As a result, for many of these women, the fear of recurrence was not a primary concern, possibly because older women are acutely aware of their mortality and the fleeting nature of life. According to a 78-year-old Caucasian woman with Stage I breast cancer: “I think it’s bound to happen. But I’m not concerned about it. I’m not concerned. I would like to live to be 80 because my grandfather died at 79 and he lived longer than anybody else.” Another 75-year-old African American woman with Stage I breast cancer stated that she takes 10 pills in the morning for her other health conditions: “I have a lot of other problems in my body, you know, that could possibly take me before the cancer returns”. Even when concerns that the cancer might return are expressed, there is an awareness of mortality’s inevitability. A 71-year-old African American woman with Stage I breast cancer stated:
I know I had the first Stage of cancer but I’ve heard of people who had first Stage and still didn’t survive, in fact, I’ve been told about it and people who have had friends who… had first Stages and … so, I knew that––it was a possibility that I still might not survive, although I expect to die pretty soon anyway, I’m 71 years old.
Breast cancer raises a host of fears and concerns about dependence, vulnerability, and the exposure of fallibility and/or weakness—fears that may make older women hesitate to ask for help to meet their needs. This study found that among women over the age of 70 struggled to maintain an appearance of self-sufficiency, older adults often resisted telling others about the cancer. They felt a need to care for themselves, and resisted admitting any need to depend on others. Many of these women over the age of 70 tended to over-rely on a typically American narrative or ideal of self-sufficiency. Several studies have found that one of the greatest fears among older adults is dependence [5, 37]. Dependence for many of these women meant being needy—unable to complete necessary tasks without reliance or emotional dependence on others. As a result, worries for these women focused less on fears of recurrence and more on the potential of becoming a dependent burden on others. A 75-year-old African American woman with Stage I breast cancer stated: “My biggest fear is having to have somebody to wipe me after I use the bathroom. If I can do that and walk around, I’m fine.” Maintaining the appearance of self-sufficiency emotionally and physically was extremely important to these women—to the point of posing a barrier to asking for support even when they faced a life-threatening scenario. They wanted to care for themselves and not rely on younger family members for help with their health ailments, whether for cancer treatment, or their other health problems. An 82-year-old African American woman with Stage I cancer recalled her past health problems and reluctance to ask others for help:
This summer I had a problem with my heart and I passed out. My grandson was livid. He said, “Why didn’t you call me? I was right downstairs. Why didn’t you call me?” It didn’t occur to me to call him. It did not occur to me to call anybody. It took me two days to call the doctor’s office and say, “Oh by the way, I passed out the other day and I thought maybe you would want to know.”

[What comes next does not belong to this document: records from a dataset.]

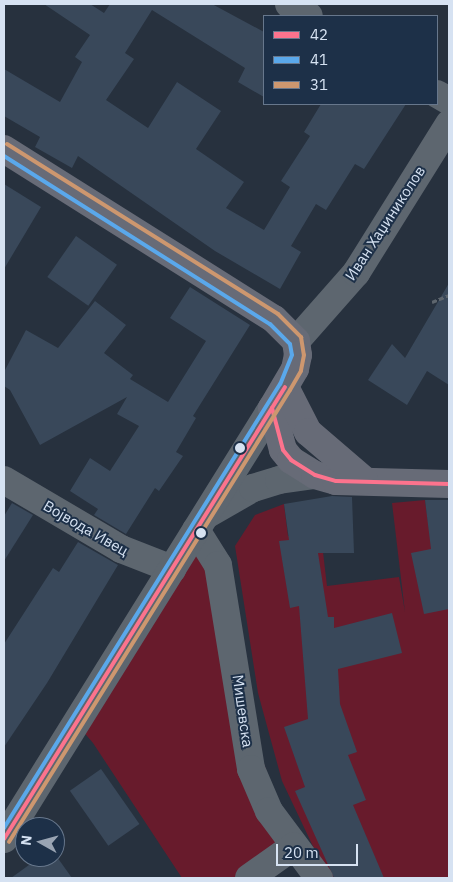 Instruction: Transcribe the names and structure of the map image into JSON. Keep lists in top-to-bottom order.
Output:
{
  "streets": {
    "street": ["Иван Хаџиниколов", "Војвода Ивец", "Мишевска"]
  },
  "lines": ["transit line 31", "transit line 41", "transit line 42"],
  "legend": ["42", "41", "31"],
  "scale_bar": "20 m",
  "north": "left"
} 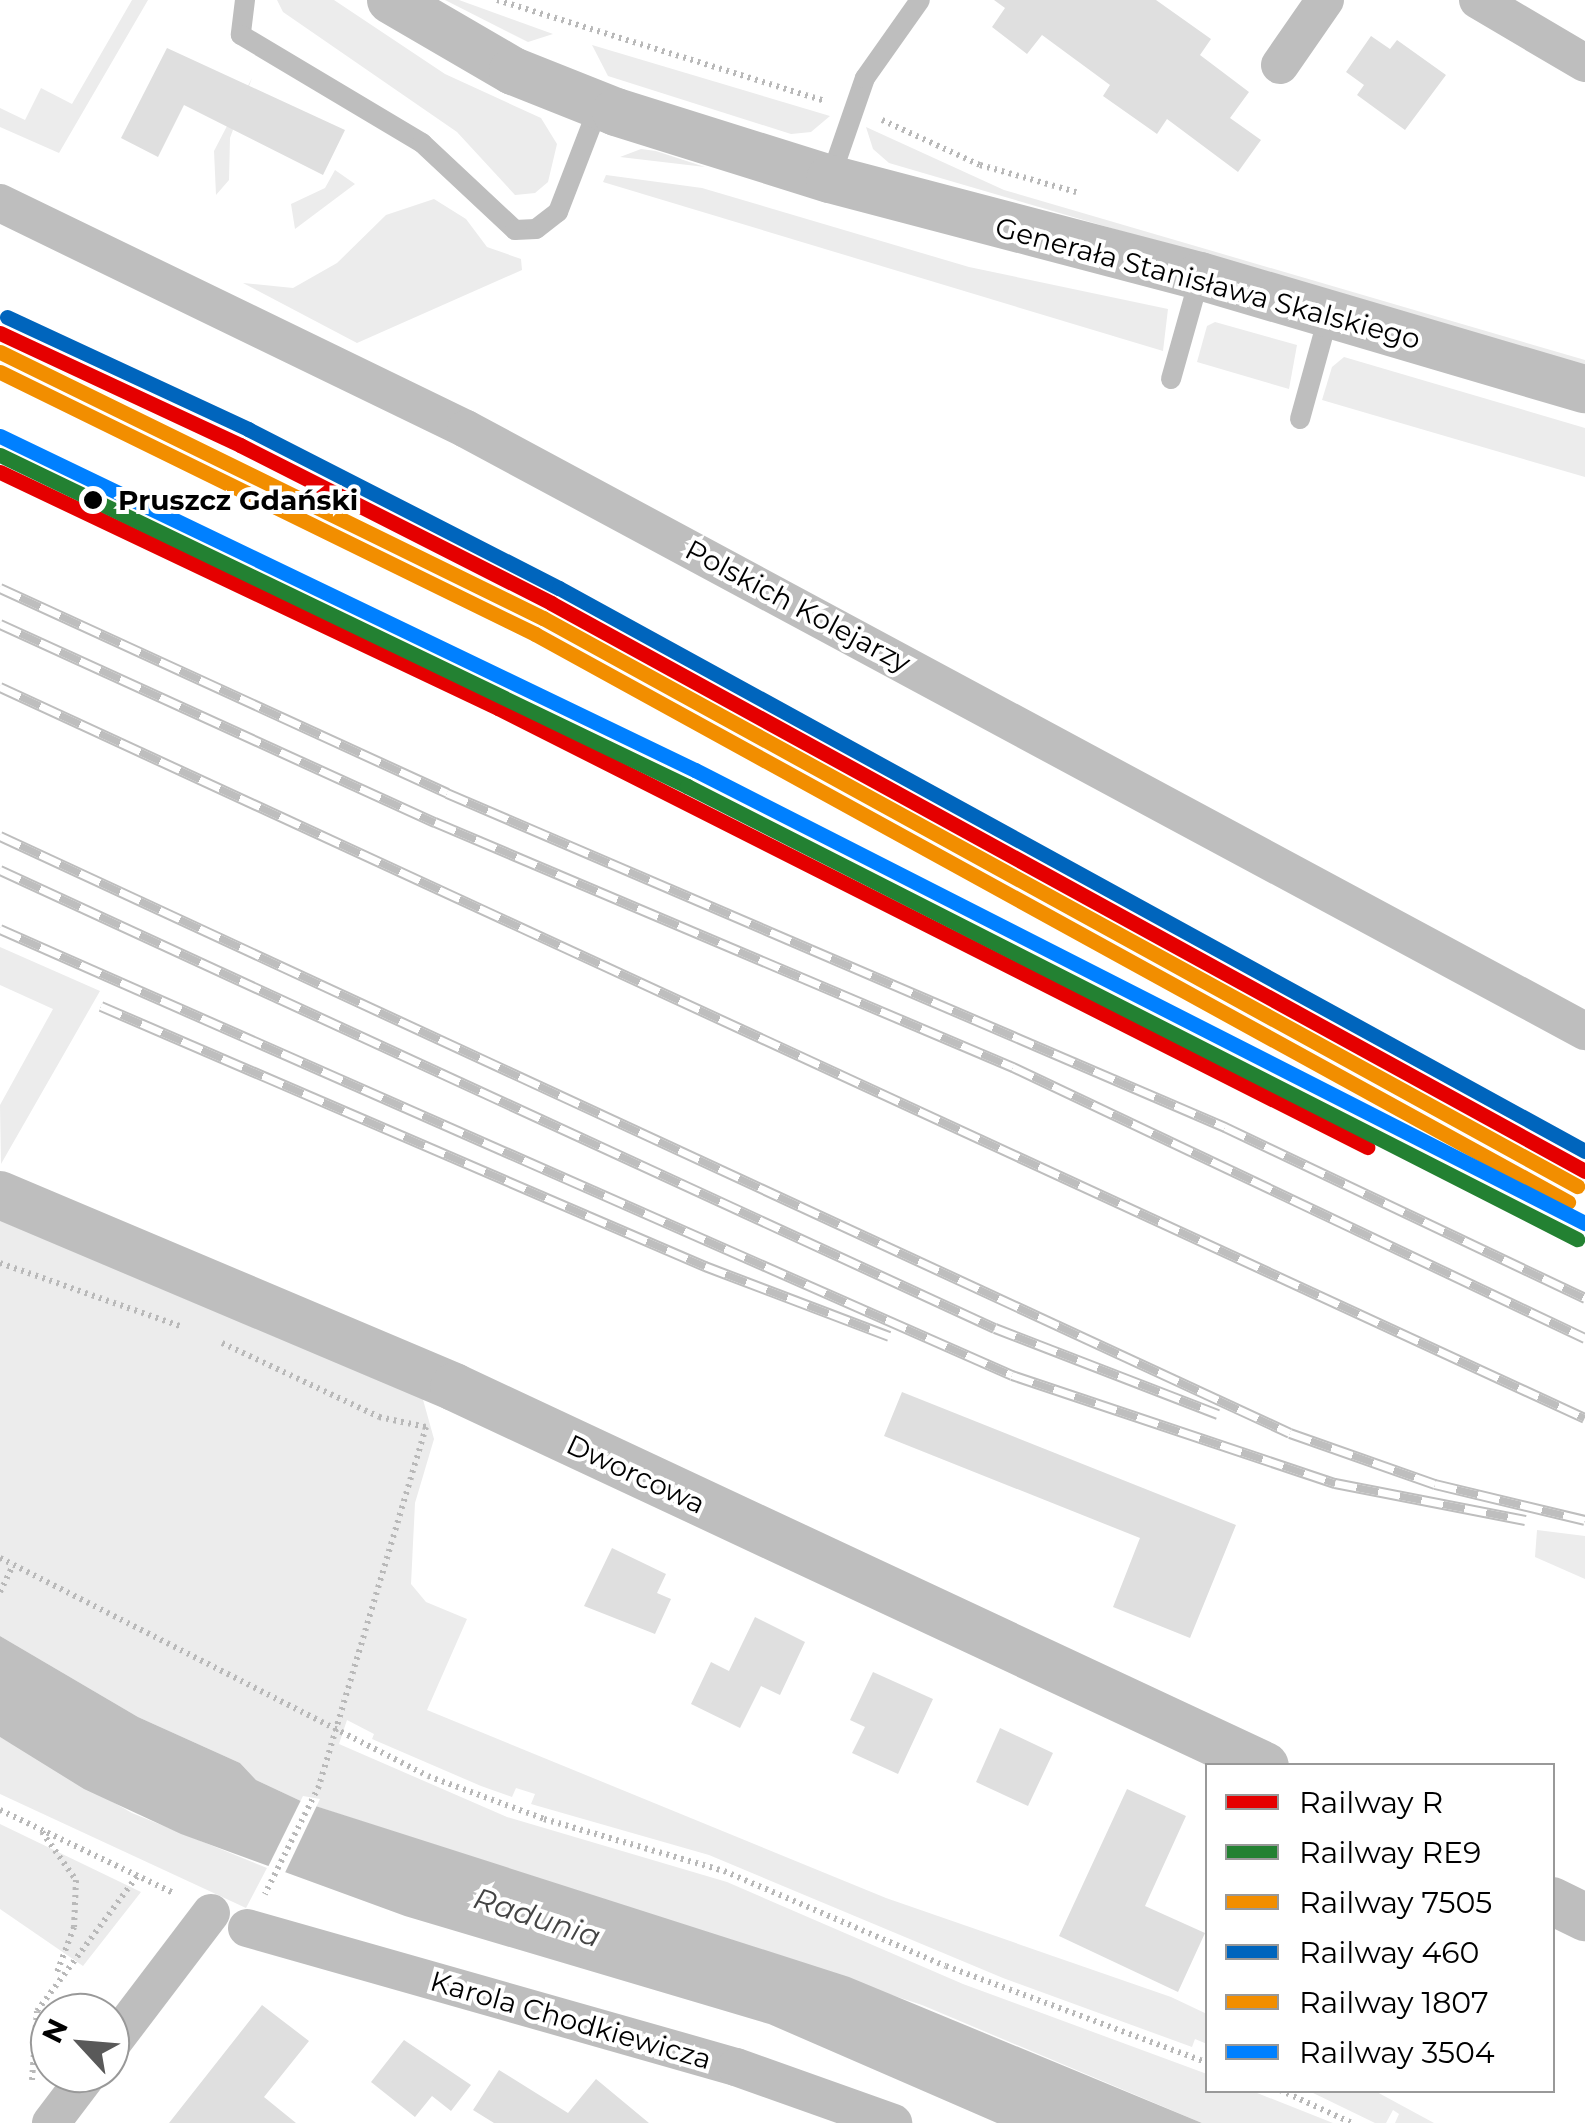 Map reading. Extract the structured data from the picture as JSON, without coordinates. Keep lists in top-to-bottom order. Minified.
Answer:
{"streets":{"street":["Generała Stanisława Skalskiego","Polskich Kolejarzy","Dworcowa","Karola Chodkiewicza"]},"water":["Radunia"],"places":["Pruszcz Gdański"],"lines":["rail line 460","rail line R","rail line 7505","rail line 1807","rail line 3504","rail line RE9"],"legend":["Railway R","Railway RE9","Railway 7505","Railway 460","Railway 1807","Railway 3504"],"north":"top left"}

Many of these respondents thought that their younger family members, such as nieces, nephews, or adult children were possible sources of support but were also busy with other responsibilities. As a result, many older breast cancer survivors had concerns about reaching out for help from family members. Moreover, many felt that they lacked a supportive network outside of their families that could potentially offer more tangible and instrumental forms of support. At the same time, they wished not to appear emotionally needy. These women assumed that family members did not have the time or inclination to help out or be there emotionally for them, and this assumption influenced how, when, and to what degree these women were willing to ask openly for help to meet their various needs. An 82-year-old Chinese American cancer survivor with DCIS discussed how her perception of the busy lives of her children does not allow her to ask for support:
Each one is wrapped up with their family and I’m not a demanding mother. My oldest son has a daughter and he has his own business, so he’s always busy. My oldest daughter has to commute one and half-hours each direction. She then has two boys at night, and she has to help them with their homework. I don’t call her up and say, I got a problem. I need a loaf of bread or anything like that. My other daughter just had her first baby and she was really exhausted from the baby crying at night. Though she doesn’t live far from here, I don’t feel like calling her up to help me either. With my adult kids, I can’t even think of saying I’m lonesome.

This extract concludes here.